Romanello’s hospital saw 200 heroin overdose cases last year. Patients usually bounce back quickly after being given naloxone, or Narcan. It blocks the brain receptors that opiates latch onto and helps the body “remember” to take in air.

Romanello says his patients are usually relieved and grateful by the time they leave his hospital. “They say, ‘Thank you for saving my life,’ and walk out the door. But then, the withdrawal symptoms start to kick in.”

“You would think that stopping breathing is hitting rock bottom,” adds Mason. “They don’t remember that. … You’ve blocked the heroin, and they have to have it. They go back out to get more.”

IN OREGON: A former addict fights back

They smile from photos: recovering addicts holding plates of food at a group picnic last year. In Central City Concern in downtown Portland, David Fitzgerald looks over the faces.

Are they all still sober? Are they all still alive?
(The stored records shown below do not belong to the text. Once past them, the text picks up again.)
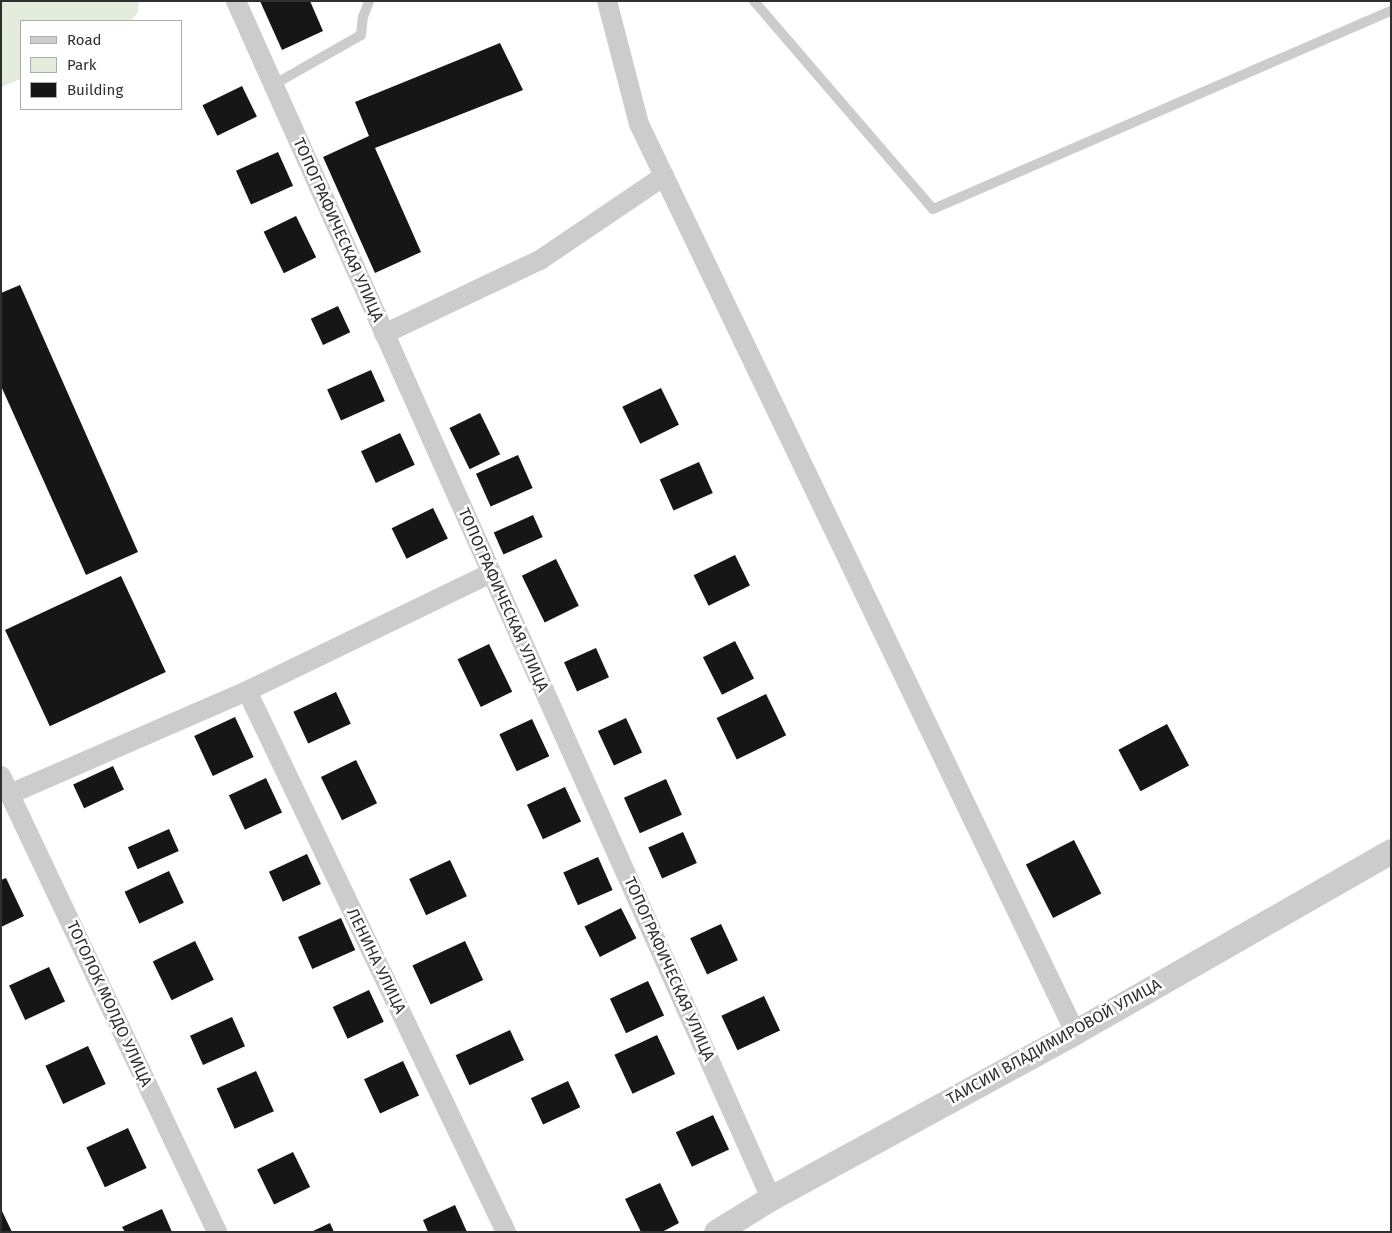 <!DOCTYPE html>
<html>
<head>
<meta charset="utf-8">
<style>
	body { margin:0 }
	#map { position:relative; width:1392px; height:1233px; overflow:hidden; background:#fff; font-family:"Fira Sans",sans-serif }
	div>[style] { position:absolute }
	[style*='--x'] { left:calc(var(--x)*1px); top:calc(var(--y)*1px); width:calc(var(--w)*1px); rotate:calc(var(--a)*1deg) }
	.green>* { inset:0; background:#e4eddb }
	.building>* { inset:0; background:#161616; transform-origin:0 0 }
	.service>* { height:10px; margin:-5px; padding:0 5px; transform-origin:5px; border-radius:5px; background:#ccc }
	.minor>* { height:20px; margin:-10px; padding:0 10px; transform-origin:10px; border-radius:10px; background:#ccc }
	.tertiary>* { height:25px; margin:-12.5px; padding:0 12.5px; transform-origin:12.5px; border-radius:12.5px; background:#ccc }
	span { translate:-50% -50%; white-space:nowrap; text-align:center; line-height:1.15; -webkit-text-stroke:5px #fff; paint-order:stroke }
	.street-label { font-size:16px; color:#2f2f2f }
	.frame { position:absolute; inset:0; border:2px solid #2f2f2f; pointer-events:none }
	.legend { position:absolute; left:20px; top:20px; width:162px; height:90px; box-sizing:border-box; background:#fff; border:1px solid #acacac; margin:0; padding:6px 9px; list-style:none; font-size:15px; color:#2f2f2f }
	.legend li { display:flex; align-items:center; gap:10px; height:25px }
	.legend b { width:25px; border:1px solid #acacac }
</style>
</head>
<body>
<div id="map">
	<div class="green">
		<i style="clip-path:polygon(1px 1px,139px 1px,138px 13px,130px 21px,21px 21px,21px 79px,1px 87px)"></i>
	</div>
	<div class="building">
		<i style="clip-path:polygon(260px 1px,310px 1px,323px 31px,282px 50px)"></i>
		<i style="clip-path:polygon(500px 43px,523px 90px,375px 148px,421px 252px,375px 273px,323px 157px,369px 136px,355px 102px)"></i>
		<i style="left:242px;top:86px;width:34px;height:44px;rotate:64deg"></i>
		<i style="left:278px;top:152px;width:37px;height:46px;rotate:66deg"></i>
		<i style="left:296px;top:216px;width:46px;height:36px;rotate:64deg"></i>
		<i style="clip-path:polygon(20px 285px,138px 552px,86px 575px,1px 386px,1px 293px)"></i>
		<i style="left:338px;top:306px;width:29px;height:30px;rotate:65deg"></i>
		<i style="left:371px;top:370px;width:34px;height:48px;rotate:66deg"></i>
		<i style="left:661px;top:388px;width:41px;height:43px;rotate:64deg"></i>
		<i style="left:480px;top:413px;width:46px;height:34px;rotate:64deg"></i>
		<i style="left:400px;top:433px;width:35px;height:43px;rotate:65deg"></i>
		<i style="left:518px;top:455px;width:36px;height:46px;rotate:66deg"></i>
		<i style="left:699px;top:462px;width:34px;height:43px;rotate:66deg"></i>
		<i style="left:433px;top:508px;width:34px;height:46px;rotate:64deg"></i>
		<i style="left:533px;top:515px;width:24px;height:43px;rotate:66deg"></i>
		<i style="left:735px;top:555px;width:34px;height:46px;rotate:64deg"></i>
		<i style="left:556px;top:559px;width:52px;height:38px;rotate:64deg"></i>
		<i style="left:121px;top:576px;width:106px;height:128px;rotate:65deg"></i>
		<i style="left:735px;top:641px;width:42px;height:36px;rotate:63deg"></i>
		<i style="left:489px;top:644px;width:53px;height:35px;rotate:64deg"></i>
		<i style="left:596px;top:648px;width:32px;height:35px;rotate:66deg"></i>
		<i style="left:336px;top:692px;width:35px;height:47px;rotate:65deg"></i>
		<i style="left:766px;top:694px;width:46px;height:55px;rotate:64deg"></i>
		<i style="left:235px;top:717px;width:44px;height:45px;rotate:65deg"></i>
		<i style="left:626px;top:718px;width:38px;height:31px;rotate:65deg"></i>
		<i style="left:532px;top:719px;width:41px;height:36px;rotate:65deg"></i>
		<i style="left:1167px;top:724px;width:47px;height:55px;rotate:62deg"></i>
		<i style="left:356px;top:760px;width:48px;height:39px;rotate:64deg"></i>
		<i style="left:113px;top:766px;width:26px;height:44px;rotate:65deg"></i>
		<i style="left:266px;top:778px;width:38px;height:41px;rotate:65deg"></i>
		<i style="left:666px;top:779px;width:39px;height:46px;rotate:66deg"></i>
		<i style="left:565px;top:787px;width:38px;height:42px;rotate:65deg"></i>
		<i style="left:169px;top:829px;width:24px;height:45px;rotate:66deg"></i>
		<i style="left:683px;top:832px;width:34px;height:38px;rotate:66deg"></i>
		<i style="left:1074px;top:840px;width:60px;height:54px;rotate:63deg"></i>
		<i style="left:307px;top:854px;width:33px;height:42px;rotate:65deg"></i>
		<i style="left:598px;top:857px;width:36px;height:38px;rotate:66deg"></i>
		<i style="left:450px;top:860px;width:40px;height:45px;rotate:65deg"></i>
		<i style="left:169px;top:871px;width:35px;height:49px;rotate:65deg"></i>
		<i style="clip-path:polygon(6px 878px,24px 916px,1px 927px,1px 880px)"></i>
		<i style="left:621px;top:908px;width:34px;height:41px;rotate:63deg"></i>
		<i style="left:341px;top:918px;width:35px;height:47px;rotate:66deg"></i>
		<i style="left:721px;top:924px;width:40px;height:34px;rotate:65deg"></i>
		<i style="left:195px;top:941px;width:43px;height:47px;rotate:64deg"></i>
		<i style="left:465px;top:941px;width:43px;height:58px;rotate:65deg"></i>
		<i style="left:49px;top:967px;width:38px;height:44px;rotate:65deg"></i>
		<i style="left:648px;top:981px;width:38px;height:42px;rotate:65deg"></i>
		<i style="left:369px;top:990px;width:35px;height:40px;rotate:65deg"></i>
		<i style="left:764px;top:996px;width:38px;height:47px;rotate:65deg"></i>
		<i style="left:232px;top:1017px;width:32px;height:46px;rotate:66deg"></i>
		<i style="left:510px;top:1030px;width:33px;height:60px;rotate:65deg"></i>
		<i style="left:657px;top:1035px;width:43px;height:47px;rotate:65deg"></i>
		<i style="left:88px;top:1046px;width:42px;height:47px;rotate:65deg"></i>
		<i style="left:403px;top:1061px;width:38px;height:43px;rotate:65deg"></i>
		<i style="left:256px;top:1071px;width:44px;height:43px;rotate:66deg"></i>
		<i style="left:568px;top:1081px;width:29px;height:41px;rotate:65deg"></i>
		<i style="left:713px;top:1115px;width:38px;height:41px;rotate:65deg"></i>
		<i style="left:128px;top:1128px;width:44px;height:46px;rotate:65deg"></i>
		<i style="left:293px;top:1152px;width:39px;height:40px;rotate:64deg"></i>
		<i style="clip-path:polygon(660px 1183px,679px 1223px,662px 1232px,641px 1232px,625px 1199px)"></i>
		<i style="clip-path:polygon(455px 1205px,467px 1232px,428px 1232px,423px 1220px)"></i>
		<i style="clip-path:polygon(1px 1209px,12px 1232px,1px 1232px)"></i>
		<i style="clip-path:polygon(162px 1209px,172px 1232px,125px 1232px,122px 1227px)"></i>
		<i style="clip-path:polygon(330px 1223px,334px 1232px,311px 1232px)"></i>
	</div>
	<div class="service">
		<i style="--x:754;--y:1;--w:274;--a:49.3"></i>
		<i style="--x:933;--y:209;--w:499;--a:-23.4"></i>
		<i style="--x:273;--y:85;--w:101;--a:-29.6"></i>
		<i style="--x:361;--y:35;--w:18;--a:-84"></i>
		<i style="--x:363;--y:17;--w:17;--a:-69"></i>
	</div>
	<div class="minor">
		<i style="--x:236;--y:1;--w:1311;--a:65.92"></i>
		<i style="--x:607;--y:1;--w:127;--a:75.4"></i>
		<i style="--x:639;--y:124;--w:1007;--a:64.35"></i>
		<i style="--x:384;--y:334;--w:173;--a:-25.4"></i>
		<i style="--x:540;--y:260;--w:150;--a:-34.1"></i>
		<i style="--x:247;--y:691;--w:600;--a:64.42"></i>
		<i style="--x:1;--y:776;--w:505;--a:64.65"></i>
		<i style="--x:10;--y:794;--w:258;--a:-23.5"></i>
		<i style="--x:247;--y:691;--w:271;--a:-25.8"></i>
	</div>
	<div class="tertiary">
		<i style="--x:716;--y:1232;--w:65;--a:-31.7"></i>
		<i style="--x:771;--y:1198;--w:346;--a:-28.6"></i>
		<i style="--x:1075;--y:1032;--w:364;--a:-29.8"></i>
	</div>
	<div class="street-label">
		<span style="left:338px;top:230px;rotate:66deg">ТОПОГРАФИЧЕСКАЯ УЛИЦА</span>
		<span style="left:503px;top:600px;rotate:66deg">ТОПОГРАФИЧЕСКАЯ УЛИЦА</span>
		<span style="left:376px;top:961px;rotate:64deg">ЛЕНИНА УЛИЦА</span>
		<span style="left:669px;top:969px;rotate:66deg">ТОПОГРАФИЧЕСКАЯ УЛИЦА</span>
		<span style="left:109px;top:1004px;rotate:65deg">ТОГОЛОК МОЛДО УЛИЦА</span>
		<span style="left:1054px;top:1042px;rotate:-29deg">ТАИСИИ ВЛАДИМИРОВОЙ УЛИЦА</span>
	</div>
	<div class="frame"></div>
	<ul class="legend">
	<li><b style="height:6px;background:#ccc"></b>Road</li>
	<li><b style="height:14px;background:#e4eddb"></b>Park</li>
	<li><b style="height:14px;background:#161616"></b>Building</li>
	</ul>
</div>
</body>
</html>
“Most of them,” says Fitzgerald, a former addict who leads the rehab clinic’s mentor program. “Not all.”

Heroin cut a gash through the Pacific Northwest in the 1990s. Then prescription pills took over until prices rose. Now the percentage of those in treatment for heroin in Oregon is back up to levels not seen since the ’90s — nearly 8,000 people last year — and the addicts are getting younger.

Central City’s clients reflect that. In 2008, 25 percent were younger than 35. Last year it was 40 percent.

The crop of younger addicts presents a new problem — finding appropriately aged mentors to match them with. But Fitzgerald has hope in Felecia Padgett, 26. Before sobriety, Padgett sold heroin to people younger than herself, suburban kids in their parents’ cars. Using heroin, she says, was like “getting to touch heaven.”

Fitzgerald doesn’t yet have money to pay her, and Padgett herself is still in recovery. But she, and others like her, may play a crucial role as Portland’s heroin addiction gets younger.

“The drug scene, it’s fast … it’s different,” Fitzgerald says. “It’s harder than it was.”